Consider one well-known advisor. I'll not reveal which one just yet, or which party.
This advisor was asked about the fact that Osama bin Laden was our construct, a genuine US baby. He got his training under our CIA when they were conducting covert operations against the USSR via the Mujahadeen of Afghanistan. This advisor, who advocated the arming of Osama, was asked if he did not now regret having supported Islamic fundamentalism and given arms and advice to future terrorists. (Keep in mind that this interview was more than two years before the Sept. 11 attacks).
The interviewee answered, "Regret what? That secret operation was an excellent idea. It had the effect of drawing the Russians into the Afghan trap, and you want me to regret it? The day the Soviets crossed the border [into Afghanistan] I wrote to [the] President...: ‘We now have the opportunity of giving to the USSR its Vietnam War.’ Indeed, for almost 10 years, Moscow had to carry on a war unsupportable by the government, a conflict that brought about the demoralization and finally the breakup of the Soviet empire."

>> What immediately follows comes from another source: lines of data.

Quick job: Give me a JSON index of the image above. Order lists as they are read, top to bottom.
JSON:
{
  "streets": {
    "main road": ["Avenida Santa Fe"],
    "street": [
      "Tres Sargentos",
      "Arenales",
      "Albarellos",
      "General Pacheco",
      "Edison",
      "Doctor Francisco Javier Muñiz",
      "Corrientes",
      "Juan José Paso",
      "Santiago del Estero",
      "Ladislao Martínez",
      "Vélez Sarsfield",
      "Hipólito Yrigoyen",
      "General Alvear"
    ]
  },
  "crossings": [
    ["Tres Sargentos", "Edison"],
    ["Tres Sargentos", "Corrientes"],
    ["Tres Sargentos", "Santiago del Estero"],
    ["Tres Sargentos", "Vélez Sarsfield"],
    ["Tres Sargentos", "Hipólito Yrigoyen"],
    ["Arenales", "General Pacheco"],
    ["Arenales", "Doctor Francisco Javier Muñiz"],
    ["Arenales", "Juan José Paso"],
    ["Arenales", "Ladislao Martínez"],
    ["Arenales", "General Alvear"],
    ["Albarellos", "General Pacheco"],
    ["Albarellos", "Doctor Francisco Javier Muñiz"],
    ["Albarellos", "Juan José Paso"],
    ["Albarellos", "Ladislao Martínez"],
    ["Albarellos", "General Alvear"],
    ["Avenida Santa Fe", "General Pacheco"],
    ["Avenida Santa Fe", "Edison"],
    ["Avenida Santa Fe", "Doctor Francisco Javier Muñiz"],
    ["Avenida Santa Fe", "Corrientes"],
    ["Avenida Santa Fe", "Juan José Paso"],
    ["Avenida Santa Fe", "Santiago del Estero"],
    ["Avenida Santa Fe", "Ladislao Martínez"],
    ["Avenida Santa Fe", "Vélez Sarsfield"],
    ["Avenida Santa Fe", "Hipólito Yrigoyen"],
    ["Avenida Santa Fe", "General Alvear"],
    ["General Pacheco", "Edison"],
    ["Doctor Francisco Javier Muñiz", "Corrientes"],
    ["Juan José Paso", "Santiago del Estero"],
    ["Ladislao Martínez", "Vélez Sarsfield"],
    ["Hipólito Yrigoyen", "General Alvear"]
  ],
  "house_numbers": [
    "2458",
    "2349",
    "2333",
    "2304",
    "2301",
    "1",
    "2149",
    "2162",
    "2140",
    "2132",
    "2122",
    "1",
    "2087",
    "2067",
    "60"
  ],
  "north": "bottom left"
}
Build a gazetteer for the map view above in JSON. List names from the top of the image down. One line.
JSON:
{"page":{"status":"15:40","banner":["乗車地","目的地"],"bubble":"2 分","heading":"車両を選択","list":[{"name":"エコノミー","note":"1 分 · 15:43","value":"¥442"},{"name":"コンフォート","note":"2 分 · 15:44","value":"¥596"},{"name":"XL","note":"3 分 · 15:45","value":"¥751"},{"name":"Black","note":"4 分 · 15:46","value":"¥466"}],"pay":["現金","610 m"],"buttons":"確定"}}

The interviewer responded: "And neither do you regret having supported the Islamic fundamentalism, having given arms and advice to future terrorists?
Interviewee : "What is most important to the history of the world? The Taliban or the collapse of the Soviet Empire? Some stirred-up Moslems or the liberation of Central Europe and the end of the cold war?"
So who is this obvious right-wing fanatic anti-communist cold-warrior, blinded to long-term consequences by short-sighted conservative ideology?
Zbigniew Brzezinski, Carter's and now Obama's national security advisor.
When they are out of power, these "establishment" advisors criticize the policies of those in power, even though the policies are identical to those advocated and implemented when the critics were in power. Then the parties change, those out of power once again assume the reigns of power, and those who were in power now criticize those in office for policies identical to the ones implemented while in power. The public criticisms are all for the benefit of gullible voters. The press loves it.
Carroll Quigley, Georgetown Professor and mentor of Bill Clinton, described political reality in these words:
The argument that the two parties should represent opposed ideals and policies, one, perhaps, of the Right and the other of the Left, is a foolish idea acceptable only to doctrinaire and academic thinkers. Instead, the two parties should be almost identical, so that the American people can "throw the rascals out" at any election without leading to any profound or extensive shifts in policy.... But either party in office becomes in time corrupt, tired, unenterprising, and vigorless. Then it should be possible to replace it, every four years if necessary, by the other party, which will be none of these things but will still pursue, with new vigor, approximately the same basic policies.